# IACT DL3 data handling in Gammapy

The current IACT DL3 data handling and all analyses in Gammapy have some issues and limitations.

- No support for 1D or 3D analysis in time intervals, only full runs
- No support for event types
- Poor support for pulsar PHASE selection (only for 1D, in background estimator)
- No support for user-defined events selections (e.g. MC_ID)
- Creating data selection (e.g. Crab) and making a copy is cumbersome (need to write code to make new index files)
- One observation class that's a proxy to on-disk data, another for completely in-memory. Mix not supported (e.g. simulate events).

## Use cases

- Do 1D or 3D analysis for part of a run (say 1 minute)
- Do 1D or 3D analysis for multiple runs (say 1 night or week)
- Make GPS survey maps for CTA (process 10 GB of events data and 3000 runs)

## What others have

With Fermi-LAT, you always have gtselect and gtmktime at the start:
https://fermi.gsfc.nasa.gov/ssc/data/analysis/scitools/data_preparation.html
Later tools (bin, fit) partly rely on "data sub space" DSS header keys for processing.

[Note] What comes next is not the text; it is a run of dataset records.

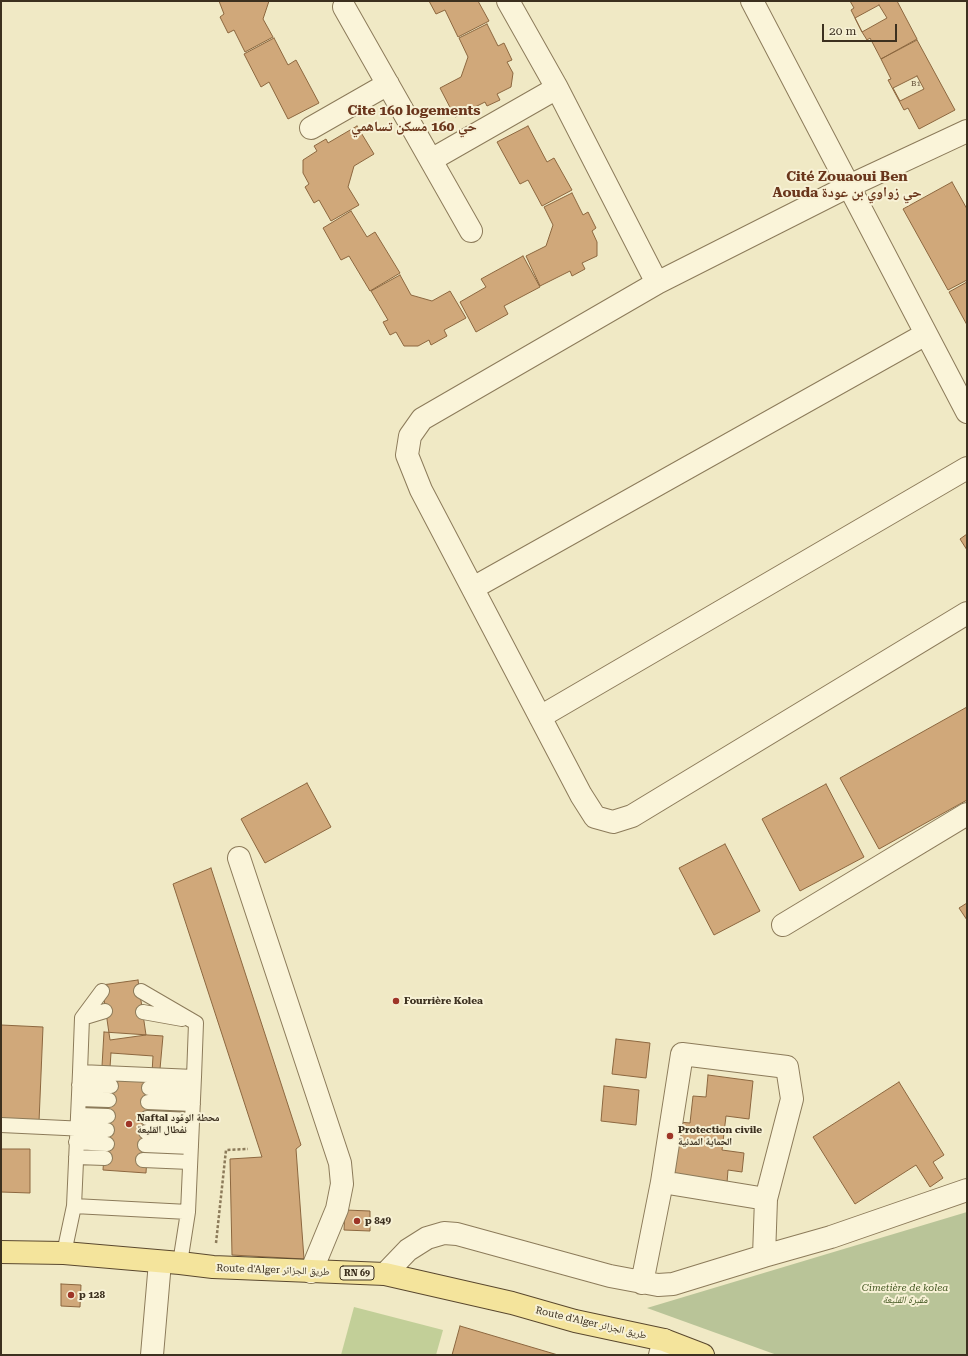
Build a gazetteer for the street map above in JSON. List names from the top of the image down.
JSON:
{
  "streets": {
    "main road": ["Route d'Alger طريق الجزائر", "RN 69"]
  },
  "districts": ["Cite 160 logements حي 160 مسكن تساهمي", "Cité Zouaoui Ben Aouda حي زواوي بن عودة"],
  "parks": ["Cimetière de kolea مقبرة القليعة"],
  "places": [
    "Fourrière Kolea",
    "Naftal محطة الوقود نفطال القليعة",
    "Protection civile الحماية المدنية",
    "p 849",
    "p 128"
  ],
  "house_numbers": ["B1"],
  "scale_bar": "20 m"
}
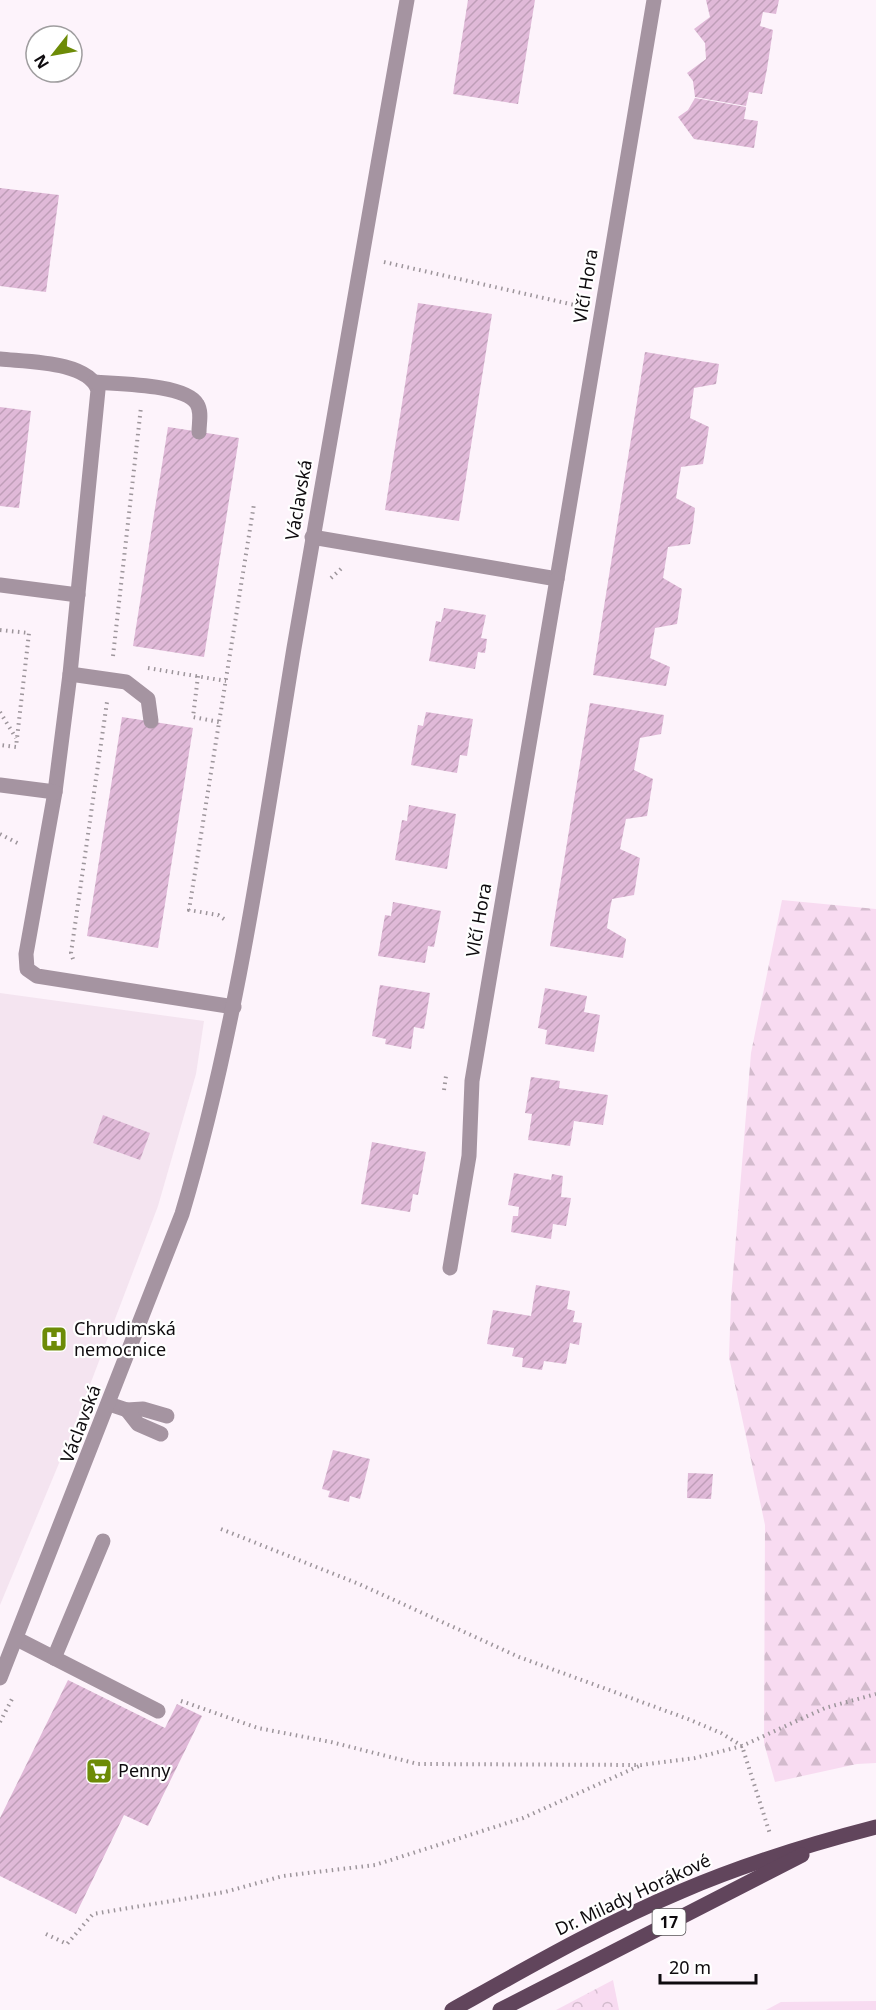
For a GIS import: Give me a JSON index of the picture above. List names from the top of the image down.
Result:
{
  "streets": {
    "main road": ["Dr. Milady Horákové", "17"],
    "street": ["Vlčí Hora", "Václavská"]
  },
  "places": {
    "hospital": ["Chrudimská nemocnice"],
    "supermarket": ["Penny"]
  },
  "scale_bar": "20 m",
  "north": "bottom left"
}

In ctools, every analysis starts with an "observation definition file" and also by running ctselect
http://cta.irap.omp.eu/ctools/users/tutorials/1dc/first_select_obs.html


## Proposal

The new scheme we propose is this:

- The central class is `Observations`, that's the object passed to analysis classes like `MapMaker` or `SpectrumExtraction`.
- `Observations` holds a of `Observation` objects
- We leave the current `DataStore`, `HDUIndexTable` and `ObservationTable` classes alone,
  they are one way to serialise observation definition information that we still support,
  but moving forward we will develop something better (YAML).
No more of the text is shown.